Much like those who commanded the South Yorkshire Police at Hillsborough, Dyer was able to retire in peace. No doubt his £26,000 from the Post ensured he never had to worry about being able to afford the price of a stiff gin or two in the club.
The cover up was easy enough to put in place. The dead Indians were stereotyped as violent terrorists who threatened to tear down the very fabric of society. Much like football fans all those years later. They needed to be treated with a heavy hand, not kid gloves. At the enquiry Dyer confirmed that his orders had clearly demanded that he “was not to disperse the meeting but to punish the Indians for disobedience.”
A bit like the orders passed down to the Paras in the lead up to Bloody Sunday.
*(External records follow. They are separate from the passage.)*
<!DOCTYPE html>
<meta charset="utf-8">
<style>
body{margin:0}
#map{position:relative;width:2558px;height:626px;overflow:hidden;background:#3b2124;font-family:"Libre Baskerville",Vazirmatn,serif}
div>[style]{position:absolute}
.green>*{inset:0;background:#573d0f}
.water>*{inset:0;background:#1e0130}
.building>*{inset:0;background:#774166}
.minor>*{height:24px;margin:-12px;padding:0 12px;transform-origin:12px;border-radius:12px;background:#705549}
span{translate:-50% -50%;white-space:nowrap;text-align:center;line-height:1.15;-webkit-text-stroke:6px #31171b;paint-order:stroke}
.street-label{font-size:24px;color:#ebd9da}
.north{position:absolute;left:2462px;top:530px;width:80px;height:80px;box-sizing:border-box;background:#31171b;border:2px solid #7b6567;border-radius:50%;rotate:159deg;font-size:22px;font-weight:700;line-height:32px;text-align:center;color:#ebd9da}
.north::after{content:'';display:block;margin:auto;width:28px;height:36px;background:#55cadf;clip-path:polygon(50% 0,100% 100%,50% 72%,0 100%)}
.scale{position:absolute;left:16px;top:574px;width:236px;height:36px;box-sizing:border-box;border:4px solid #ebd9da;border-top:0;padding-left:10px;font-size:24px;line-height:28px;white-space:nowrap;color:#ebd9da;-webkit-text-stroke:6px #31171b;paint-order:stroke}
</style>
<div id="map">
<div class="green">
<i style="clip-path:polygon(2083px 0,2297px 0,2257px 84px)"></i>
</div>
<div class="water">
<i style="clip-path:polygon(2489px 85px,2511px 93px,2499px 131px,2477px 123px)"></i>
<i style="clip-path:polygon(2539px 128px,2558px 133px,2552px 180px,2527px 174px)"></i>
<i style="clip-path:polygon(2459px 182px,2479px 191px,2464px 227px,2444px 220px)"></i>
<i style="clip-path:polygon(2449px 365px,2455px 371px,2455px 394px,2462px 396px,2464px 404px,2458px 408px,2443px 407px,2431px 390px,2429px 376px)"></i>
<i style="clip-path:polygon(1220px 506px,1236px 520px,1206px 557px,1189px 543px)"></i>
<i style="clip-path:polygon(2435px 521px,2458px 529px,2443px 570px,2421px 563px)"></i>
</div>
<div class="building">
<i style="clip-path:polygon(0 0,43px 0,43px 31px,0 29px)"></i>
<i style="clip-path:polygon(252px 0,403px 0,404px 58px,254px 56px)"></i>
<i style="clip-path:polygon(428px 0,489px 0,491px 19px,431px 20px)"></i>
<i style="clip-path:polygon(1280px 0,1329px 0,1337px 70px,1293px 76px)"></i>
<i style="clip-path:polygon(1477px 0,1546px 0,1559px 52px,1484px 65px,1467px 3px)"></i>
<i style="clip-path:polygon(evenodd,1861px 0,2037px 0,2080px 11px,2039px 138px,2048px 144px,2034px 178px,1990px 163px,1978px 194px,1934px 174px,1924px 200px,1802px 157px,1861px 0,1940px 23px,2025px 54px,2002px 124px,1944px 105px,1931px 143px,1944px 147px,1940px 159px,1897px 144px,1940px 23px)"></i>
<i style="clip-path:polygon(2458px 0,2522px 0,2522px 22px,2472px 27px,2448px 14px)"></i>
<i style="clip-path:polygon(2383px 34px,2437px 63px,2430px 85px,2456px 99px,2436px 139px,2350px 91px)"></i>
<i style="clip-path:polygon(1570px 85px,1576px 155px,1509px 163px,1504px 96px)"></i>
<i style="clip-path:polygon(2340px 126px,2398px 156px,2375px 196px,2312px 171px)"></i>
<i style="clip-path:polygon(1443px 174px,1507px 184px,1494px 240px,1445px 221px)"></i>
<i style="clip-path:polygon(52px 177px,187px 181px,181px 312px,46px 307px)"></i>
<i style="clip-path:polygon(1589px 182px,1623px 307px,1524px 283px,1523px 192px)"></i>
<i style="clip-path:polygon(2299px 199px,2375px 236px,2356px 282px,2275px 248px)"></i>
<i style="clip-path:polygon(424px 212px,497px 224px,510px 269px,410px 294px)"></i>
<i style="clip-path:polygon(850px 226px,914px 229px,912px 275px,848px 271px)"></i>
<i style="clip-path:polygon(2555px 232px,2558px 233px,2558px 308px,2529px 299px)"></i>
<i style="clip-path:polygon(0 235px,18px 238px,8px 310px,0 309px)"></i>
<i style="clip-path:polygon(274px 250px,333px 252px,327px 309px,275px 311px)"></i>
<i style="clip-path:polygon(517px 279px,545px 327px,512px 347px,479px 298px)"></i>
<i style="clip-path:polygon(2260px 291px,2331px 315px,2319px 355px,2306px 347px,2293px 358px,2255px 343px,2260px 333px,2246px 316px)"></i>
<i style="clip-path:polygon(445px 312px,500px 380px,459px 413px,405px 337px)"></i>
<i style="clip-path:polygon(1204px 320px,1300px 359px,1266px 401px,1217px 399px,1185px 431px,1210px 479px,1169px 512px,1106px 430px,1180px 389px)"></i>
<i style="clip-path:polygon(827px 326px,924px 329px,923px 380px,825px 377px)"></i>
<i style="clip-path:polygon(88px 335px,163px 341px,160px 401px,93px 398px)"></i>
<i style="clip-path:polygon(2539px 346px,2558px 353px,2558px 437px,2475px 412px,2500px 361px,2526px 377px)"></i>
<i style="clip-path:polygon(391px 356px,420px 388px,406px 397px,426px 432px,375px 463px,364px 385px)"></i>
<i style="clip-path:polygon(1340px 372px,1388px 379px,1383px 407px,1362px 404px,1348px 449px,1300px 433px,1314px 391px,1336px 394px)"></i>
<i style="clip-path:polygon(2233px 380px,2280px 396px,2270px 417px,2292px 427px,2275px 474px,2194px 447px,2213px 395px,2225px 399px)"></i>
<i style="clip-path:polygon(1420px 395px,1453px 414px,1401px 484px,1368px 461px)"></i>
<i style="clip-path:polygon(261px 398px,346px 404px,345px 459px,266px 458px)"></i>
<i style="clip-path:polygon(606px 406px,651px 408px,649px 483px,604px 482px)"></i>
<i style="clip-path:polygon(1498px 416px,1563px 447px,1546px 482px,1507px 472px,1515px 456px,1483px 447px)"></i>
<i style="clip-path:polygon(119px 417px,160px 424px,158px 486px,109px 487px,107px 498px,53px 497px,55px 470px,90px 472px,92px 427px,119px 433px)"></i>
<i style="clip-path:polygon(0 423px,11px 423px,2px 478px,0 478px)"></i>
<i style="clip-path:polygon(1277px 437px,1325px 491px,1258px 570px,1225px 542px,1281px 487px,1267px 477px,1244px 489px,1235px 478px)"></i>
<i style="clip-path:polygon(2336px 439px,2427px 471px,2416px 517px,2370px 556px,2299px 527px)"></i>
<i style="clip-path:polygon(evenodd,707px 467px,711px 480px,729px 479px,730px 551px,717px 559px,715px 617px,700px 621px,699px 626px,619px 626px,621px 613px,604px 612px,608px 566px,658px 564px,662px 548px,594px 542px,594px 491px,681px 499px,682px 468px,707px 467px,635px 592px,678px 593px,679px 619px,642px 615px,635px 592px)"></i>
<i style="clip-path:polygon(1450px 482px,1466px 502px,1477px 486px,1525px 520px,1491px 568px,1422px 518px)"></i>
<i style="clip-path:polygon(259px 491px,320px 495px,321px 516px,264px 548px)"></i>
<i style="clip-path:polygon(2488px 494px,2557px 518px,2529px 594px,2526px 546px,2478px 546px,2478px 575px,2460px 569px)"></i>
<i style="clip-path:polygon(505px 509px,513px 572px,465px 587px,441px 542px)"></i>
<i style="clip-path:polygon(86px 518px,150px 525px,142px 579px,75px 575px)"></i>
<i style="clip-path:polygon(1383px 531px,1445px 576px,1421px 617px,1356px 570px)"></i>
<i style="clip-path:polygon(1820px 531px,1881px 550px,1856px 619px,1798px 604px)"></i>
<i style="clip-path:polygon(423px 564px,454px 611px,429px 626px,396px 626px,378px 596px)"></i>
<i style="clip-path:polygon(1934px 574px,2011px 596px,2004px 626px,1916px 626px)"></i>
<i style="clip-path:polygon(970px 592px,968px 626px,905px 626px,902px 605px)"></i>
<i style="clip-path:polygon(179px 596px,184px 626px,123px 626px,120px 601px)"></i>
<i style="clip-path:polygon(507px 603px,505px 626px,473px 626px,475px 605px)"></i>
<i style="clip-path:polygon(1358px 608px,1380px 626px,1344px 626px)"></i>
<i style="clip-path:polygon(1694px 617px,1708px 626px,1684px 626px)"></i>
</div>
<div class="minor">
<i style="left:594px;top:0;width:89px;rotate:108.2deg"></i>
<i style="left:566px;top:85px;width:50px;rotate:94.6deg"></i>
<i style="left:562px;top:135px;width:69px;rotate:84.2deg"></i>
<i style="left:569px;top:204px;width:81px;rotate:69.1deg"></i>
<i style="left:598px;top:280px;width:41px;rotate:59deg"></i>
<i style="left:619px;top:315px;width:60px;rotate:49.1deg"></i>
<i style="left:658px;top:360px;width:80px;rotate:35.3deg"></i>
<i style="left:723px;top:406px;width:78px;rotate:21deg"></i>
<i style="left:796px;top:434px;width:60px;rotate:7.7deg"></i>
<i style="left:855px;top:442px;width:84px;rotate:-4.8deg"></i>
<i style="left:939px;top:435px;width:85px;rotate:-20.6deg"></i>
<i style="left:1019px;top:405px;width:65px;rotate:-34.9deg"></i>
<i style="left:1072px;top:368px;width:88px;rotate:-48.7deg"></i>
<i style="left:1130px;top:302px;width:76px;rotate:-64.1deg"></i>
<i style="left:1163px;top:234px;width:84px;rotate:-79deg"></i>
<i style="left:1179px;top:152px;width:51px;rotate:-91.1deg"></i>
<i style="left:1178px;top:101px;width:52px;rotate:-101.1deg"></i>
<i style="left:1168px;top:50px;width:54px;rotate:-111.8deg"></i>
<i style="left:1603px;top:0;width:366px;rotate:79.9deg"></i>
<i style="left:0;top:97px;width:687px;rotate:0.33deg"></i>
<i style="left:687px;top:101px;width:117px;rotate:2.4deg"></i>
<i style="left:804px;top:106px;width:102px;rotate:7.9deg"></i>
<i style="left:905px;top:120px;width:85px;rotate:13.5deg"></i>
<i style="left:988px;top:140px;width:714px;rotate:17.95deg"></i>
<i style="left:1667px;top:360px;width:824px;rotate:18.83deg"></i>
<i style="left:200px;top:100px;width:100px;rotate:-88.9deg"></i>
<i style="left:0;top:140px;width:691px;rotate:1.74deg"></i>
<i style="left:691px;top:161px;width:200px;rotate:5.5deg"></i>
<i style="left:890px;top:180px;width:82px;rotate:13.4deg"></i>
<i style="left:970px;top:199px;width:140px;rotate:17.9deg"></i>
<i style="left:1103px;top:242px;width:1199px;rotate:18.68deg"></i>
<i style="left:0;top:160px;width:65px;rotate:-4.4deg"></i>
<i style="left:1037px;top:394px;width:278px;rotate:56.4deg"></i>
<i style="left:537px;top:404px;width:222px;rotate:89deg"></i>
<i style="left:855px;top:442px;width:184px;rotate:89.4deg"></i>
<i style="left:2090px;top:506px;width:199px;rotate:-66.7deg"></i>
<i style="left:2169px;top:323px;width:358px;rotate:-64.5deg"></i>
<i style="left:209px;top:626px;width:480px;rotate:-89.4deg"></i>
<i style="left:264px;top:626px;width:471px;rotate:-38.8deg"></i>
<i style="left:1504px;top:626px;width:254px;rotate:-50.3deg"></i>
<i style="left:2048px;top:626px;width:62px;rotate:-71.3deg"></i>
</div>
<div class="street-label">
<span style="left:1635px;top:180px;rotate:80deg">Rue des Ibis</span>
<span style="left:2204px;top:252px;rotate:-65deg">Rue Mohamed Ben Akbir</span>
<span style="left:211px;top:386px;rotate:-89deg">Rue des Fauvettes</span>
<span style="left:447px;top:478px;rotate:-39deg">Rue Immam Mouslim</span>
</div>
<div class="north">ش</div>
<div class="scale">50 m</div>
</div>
And the South Yorkshire Police? No doubt they were told in no uncertain terms to stand no nonsense from 20,000 visiting Scousers, all hell bent on causing havoc.
In 1997 the Queen visited the park where Dyer had delivered his own particular version of hell on earth. Surely some sort of apology was in order. After all, things are different now. The Indians are a vital export market. Well, they did get an apology? Of sorts.
“It is no secret that there have been some difficult episodes in our past – Jallianwala Bagh, which I shall visit tomorrow, is a distressing example. But history cannot be rewritten, however much we might sometimes wish otherwise. It has its moments of sadness, as well as gladness. We must learn from the sadness and build on the gladness.”
No much of an apology is it?
Which is why I was so profoundly shocked when were given such a profound and absolute apology on Wednesday afternoon. And for that, every one of us who was there that afternoon needs to take our hats off to the families who have fought long and hard to make it happen. And all those who stuck by the families. And the Kop. And the Evertonians. And Kenny and Marina Dalglish. And yes, Sir Alex Fergusson. And all the journalists who refused to allow the news to become old news. And Andy Burnham and Steve Rotherham. And most of all, the endlessly proud and awkward people of Liverpool.
The city that never, ever backs down.
It takes one hell of a lot to make the British Establishment back down, give up its secrets and say sorry. Properly.
Well we did it. All of us. We never forgot the 96. It took us 23 years, but we got there in the end.